Task details:
Set the records down again in full, exactly as they are, apart from the images.
== Segment start ==
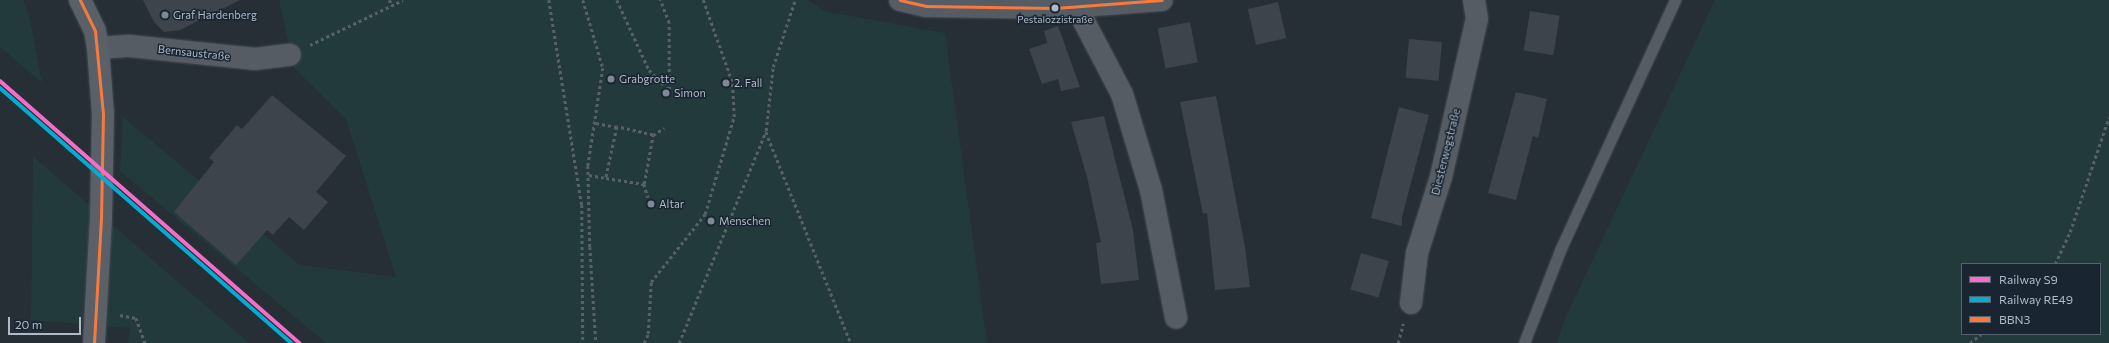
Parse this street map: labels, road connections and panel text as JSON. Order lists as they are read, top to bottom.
{
  "streets": {
    "street": ["Bernsaustraße", "Diesterwegstraße"]
  },
  "places": [
    "Pestalozzistraße",
    "Graf Hardenberg",
    "Grabgrotte",
    "2. Fall",
    "Simon",
    "Altar",
    "Menschen"
  ],
  "lines": ["transit line BBN3", "rail line S9", "rail line RE49"],
  "legend": ["Railway S9", "Railway RE49", "BBN3"],
  "scale_bar": "20 m"
}
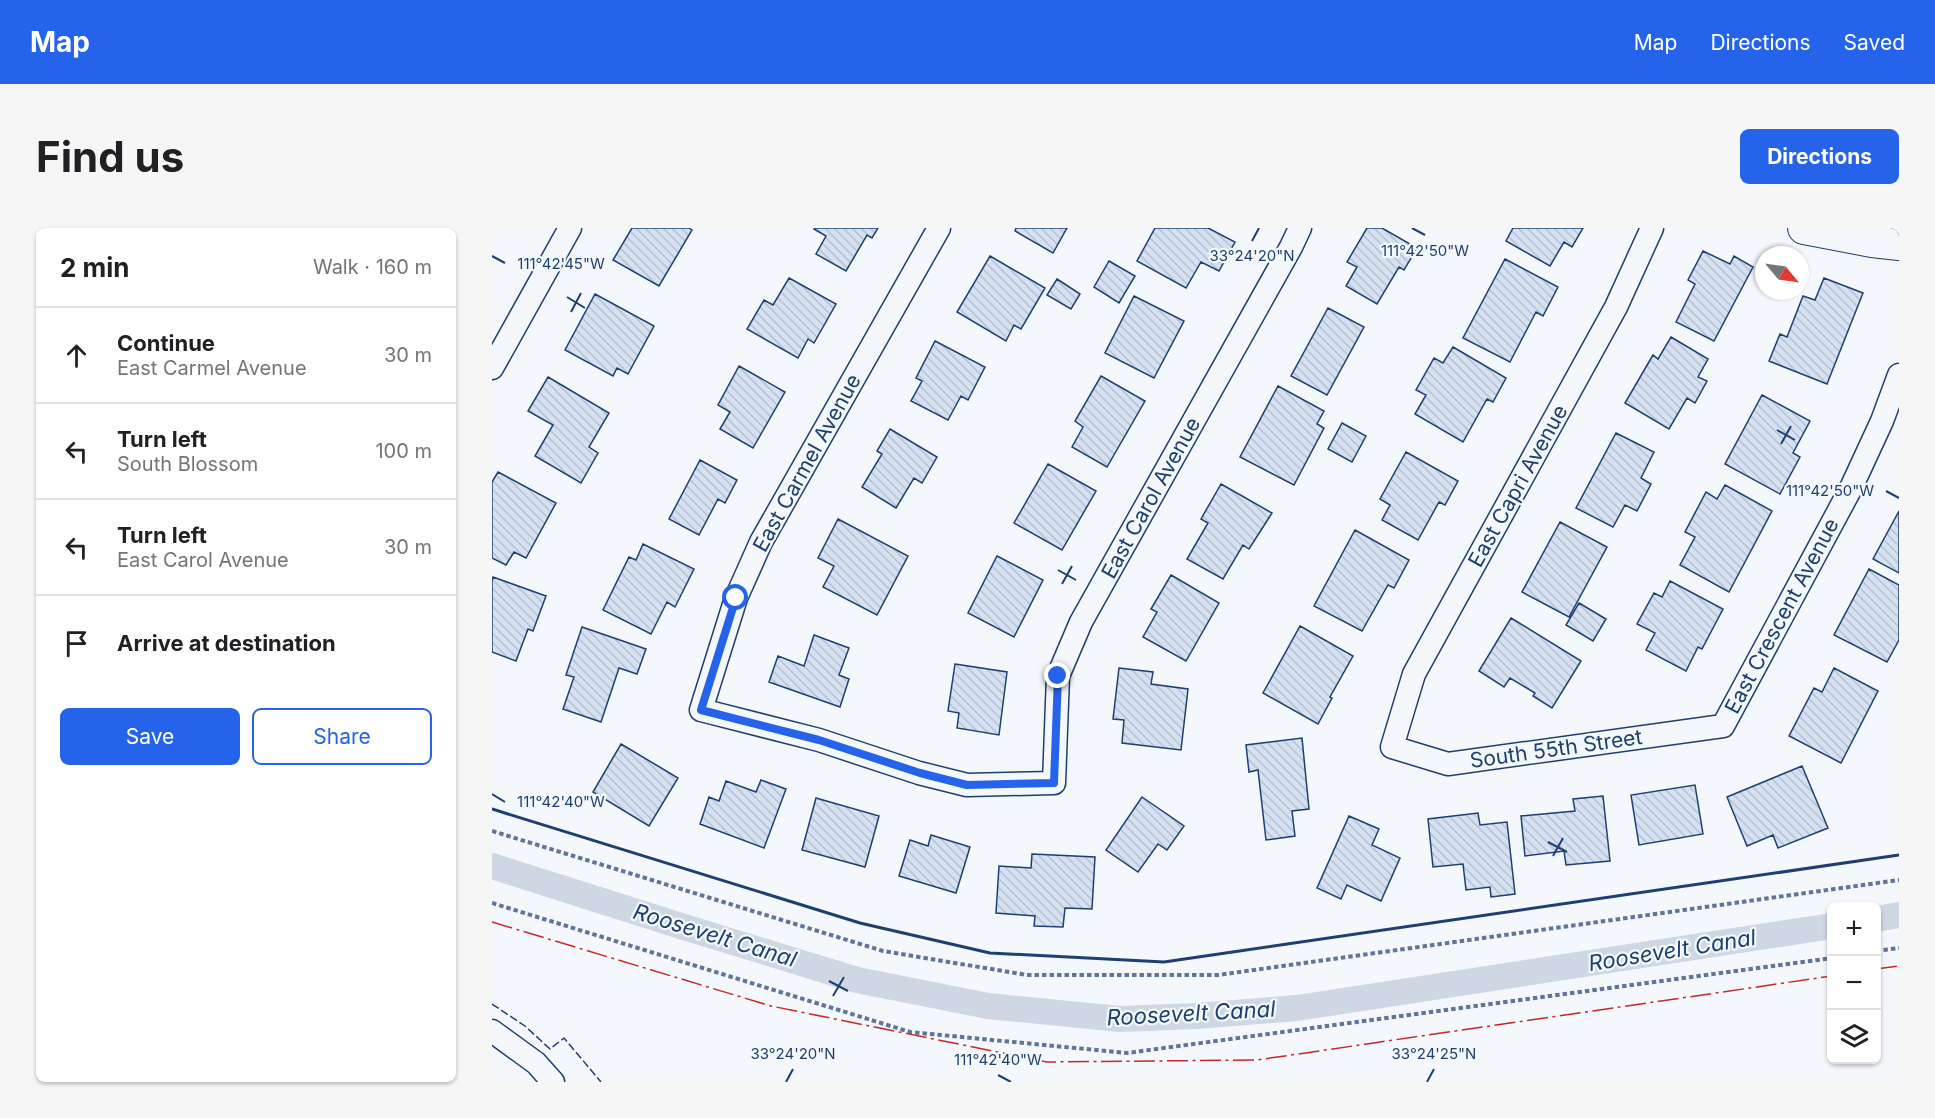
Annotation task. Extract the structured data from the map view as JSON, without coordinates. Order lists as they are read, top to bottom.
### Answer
{
  "streets": {
    "street": [
      "East Carmel Avenue",
      "East Capri Avenue",
      "East Carol Avenue",
      "East Crescent Avenue",
      "South 55th Street"
    ]
  },
  "crossings": [
    ["East Carmel Avenue", "East Carol Avenue"],
    ["East Capri Avenue", "South 55th Street"],
    ["East Crescent Avenue", "South 55th Street"]
  ],
  "water": ["Roosevelt Canal"],
  "north": "bottom right",
  "page": {
    "header": "Map",
    "nav": ["Map", "Directions", "Saved"],
    "buttons": [
      "Directions",
      ["Save", "Share"]
    ],
    "title": "Find us",
    "heading": ["2 min", "Walk · 160 m"],
    "list": [
      ["Continue", "East Carmel Avenue", "30 m"],
      ["Turn left", "South Blossom", "100 m"],
      ["Turn left", "East Carol Avenue", "30 m"],
      "Arrive at destination"
    ],
    "map_buttons": ["+", "−"]
  },
  "coordinates": [
    "111°42'50\"W",
    "33°24'20\"N",
    "111°42'45\"W",
    "111°42'40\"W",
    "33°24'25\"N"
  ]
}
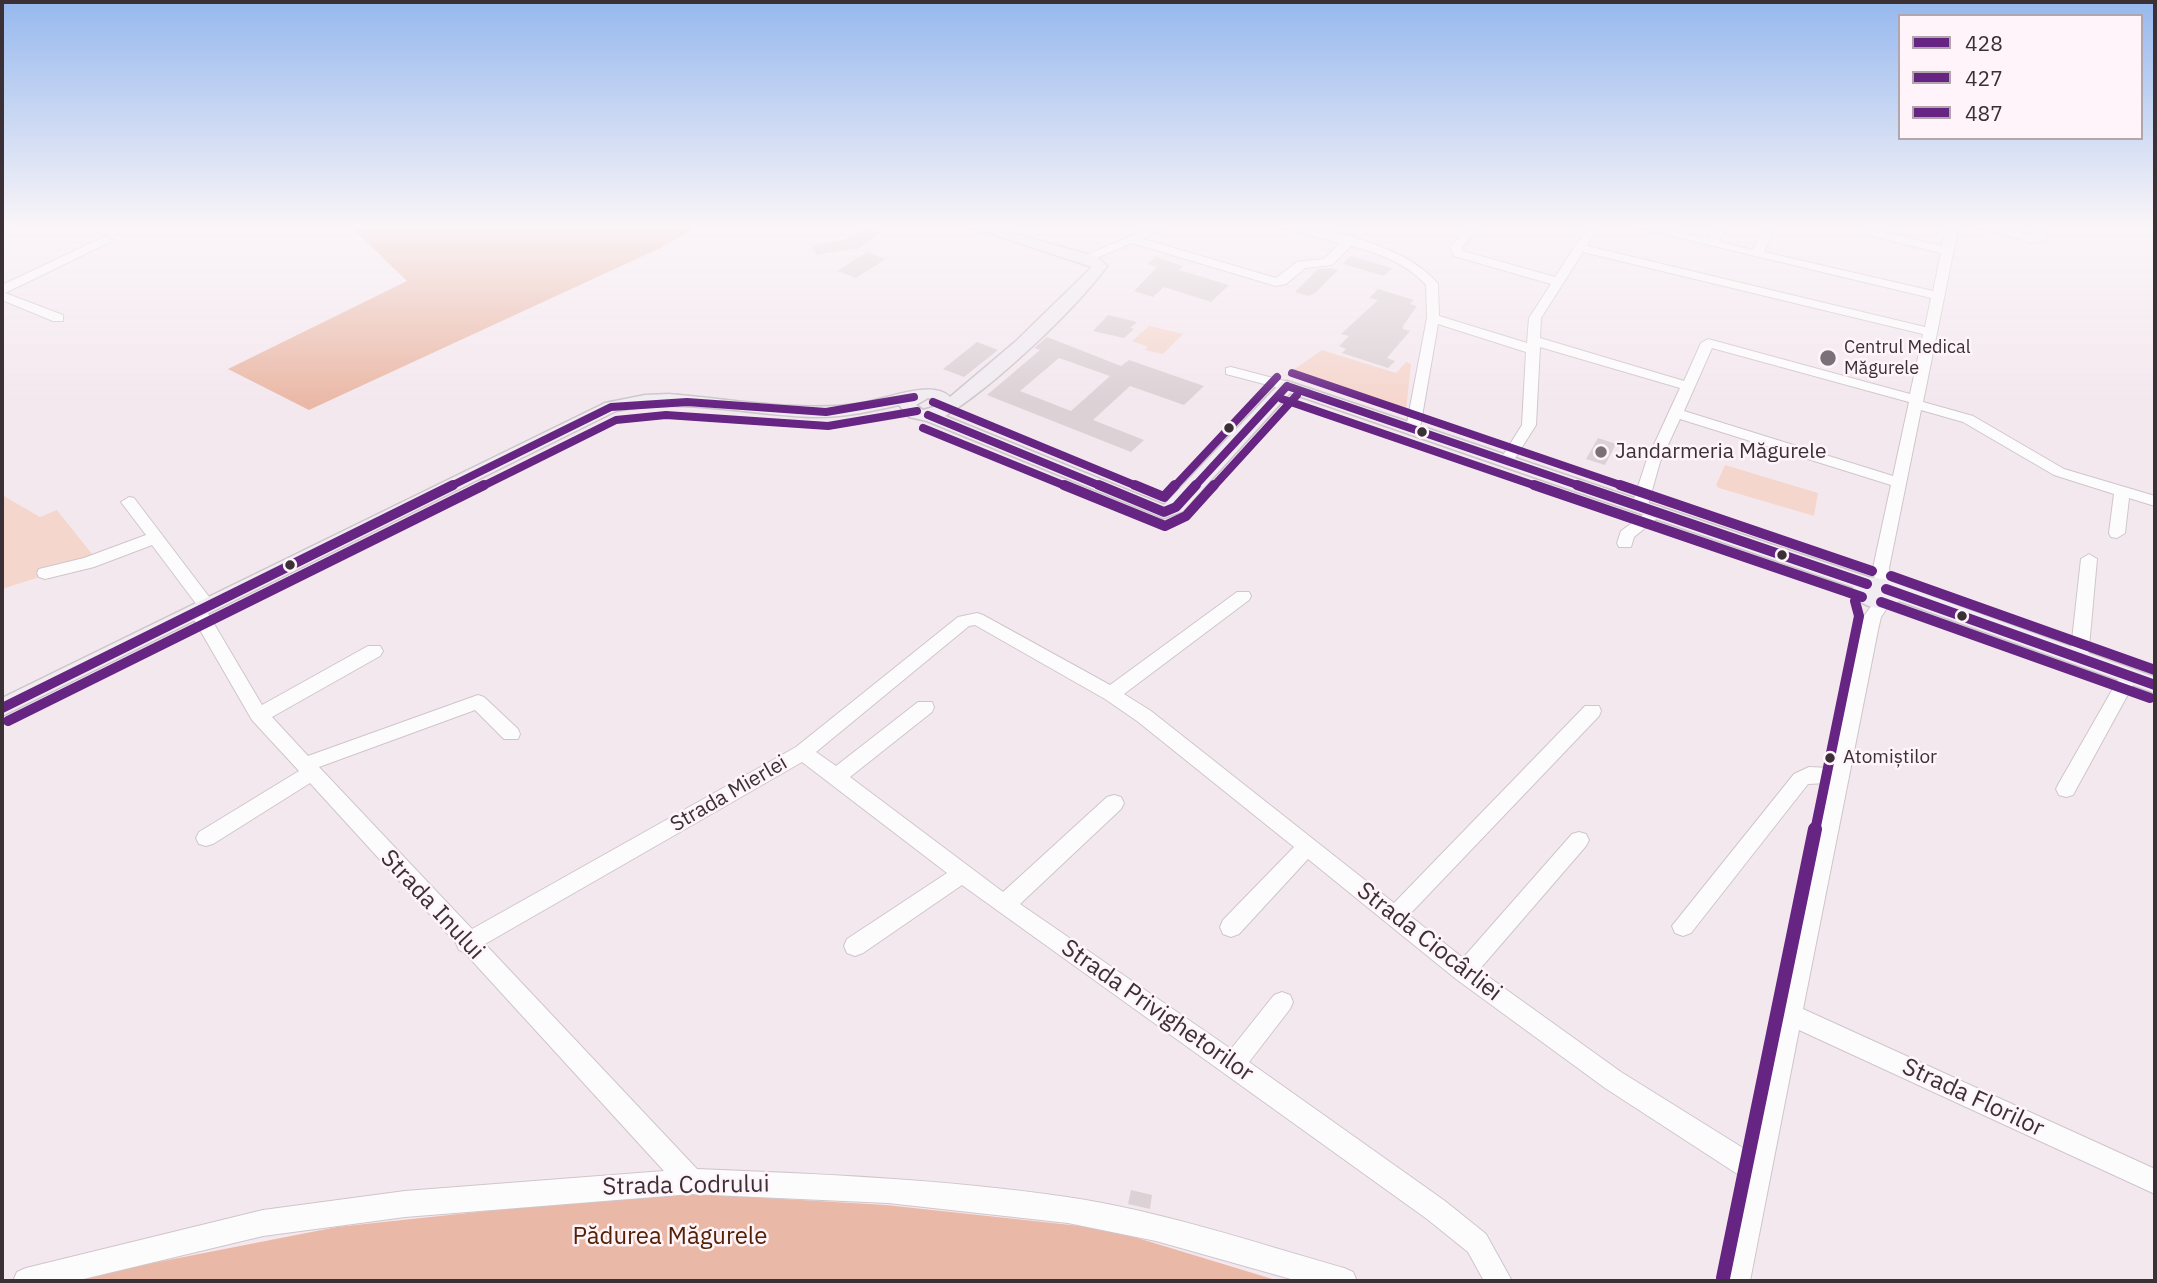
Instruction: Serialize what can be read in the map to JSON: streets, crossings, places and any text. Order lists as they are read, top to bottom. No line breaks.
{"streets":{"street":["Strada Mierlei","Strada Inului","Strada Ciocârliei","Strada Privighetorilor","Strada Florilor","Strada Codrului"]},"crossings":[["Strada Mierlei","Strada Inului"],["Strada Mierlei","Strada Ciocârliei"],["Strada Mierlei","Strada Privighetorilor"],["Strada Inului","Strada Codrului"]],"parks":["Pădurea Măgurele"],"places":["Centrul Medical Măgurele","Jandarmeria Măgurele","Atomiștilor"],"lines":["transit line 487","transit line 428","transit line 427"],"legend":["428","427","487"]}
== Segment end ==
Response to this exercise:
Parse this street map: labels, road connections and panel text as JSON. Order lists as they are read, top to bottom.
{
  "streets": {
    "street": ["Bernsaustraße", "Diesterwegstraße"]
  },
  "places": [
    "Pestalozzistraße",
    "Graf Hardenberg",
    "Grabgrotte",
    "2. Fall",
    "Simon",
    "Altar",
    "Menschen"
  ],
  "lines": ["transit line BBN3", "rail line S9", "rail line RE49"],
  "legend": ["Railway S9", "Railway RE49", "BBN3"],
  "scale_bar": "20 m"
}
Annotation task. Extract the structured data from the map view as JSON, without coordinates. Order lists as they are read, top to bottom.
### Answer
{
  "streets": {
    "street": [
      "East Carmel Avenue",
      "East Capri Avenue",
      "East Carol Avenue",
      "East Crescent Avenue",
      "South 55th Street"
    ]
  },
  "crossings": [
    ["East Carmel Avenue", "East Carol Avenue"],
    ["East Capri Avenue", "South 55th Street"],
    ["East Crescent Avenue", "South 55th Street"]
  ],
  "water": ["Roosevelt Canal"],
  "north": "bottom right",
  "page": {
    "header": "Map",
    "nav": ["Map", "Directions", "Saved"],
    "buttons": [
      "Directions",
      ["Save", "Share"]
    ],
    "title": "Find us",
    "heading": ["2 min", "Walk · 160 m"],
    "list": [
      ["Continue", "East Carmel Avenue", "30 m"],
      ["Turn left", "South Blossom", "100 m"],
      ["Turn left", "East Carol Avenue", "30 m"],
      "Arrive at destination"
    ],
    "map_buttons": ["+", "−"]
  },
  "coordinates": [
    "111°42'50\"W",
    "33°24'20\"N",
    "111°42'45\"W",
    "111°42'40\"W",
    "33°24'25\"N"
  ]
}
Instruction: Serialize what can be read in the map to JSON: streets, crossings, places and any text. Order lists as they are read, top to bottom. No line breaks.
{"streets":{"street":["Strada Mierlei","Strada Inului","Strada Ciocârliei","Strada Privighetorilor","Strada Florilor","Strada Codrului"]},"crossings":[["Strada Mierlei","Strada Inului"],["Strada Mierlei","Strada Ciocârliei"],["Strada Mierlei","Strada Privighetorilor"],["Strada Inului","Strada Codrului"]],"parks":["Pădurea Măgurele"],"places":["Centrul Medical Măgurele","Jandarmeria Măgurele","Atomiștilor"],"lines":["transit line 487","transit line 428","transit line 427"],"legend":["428","427","487"]}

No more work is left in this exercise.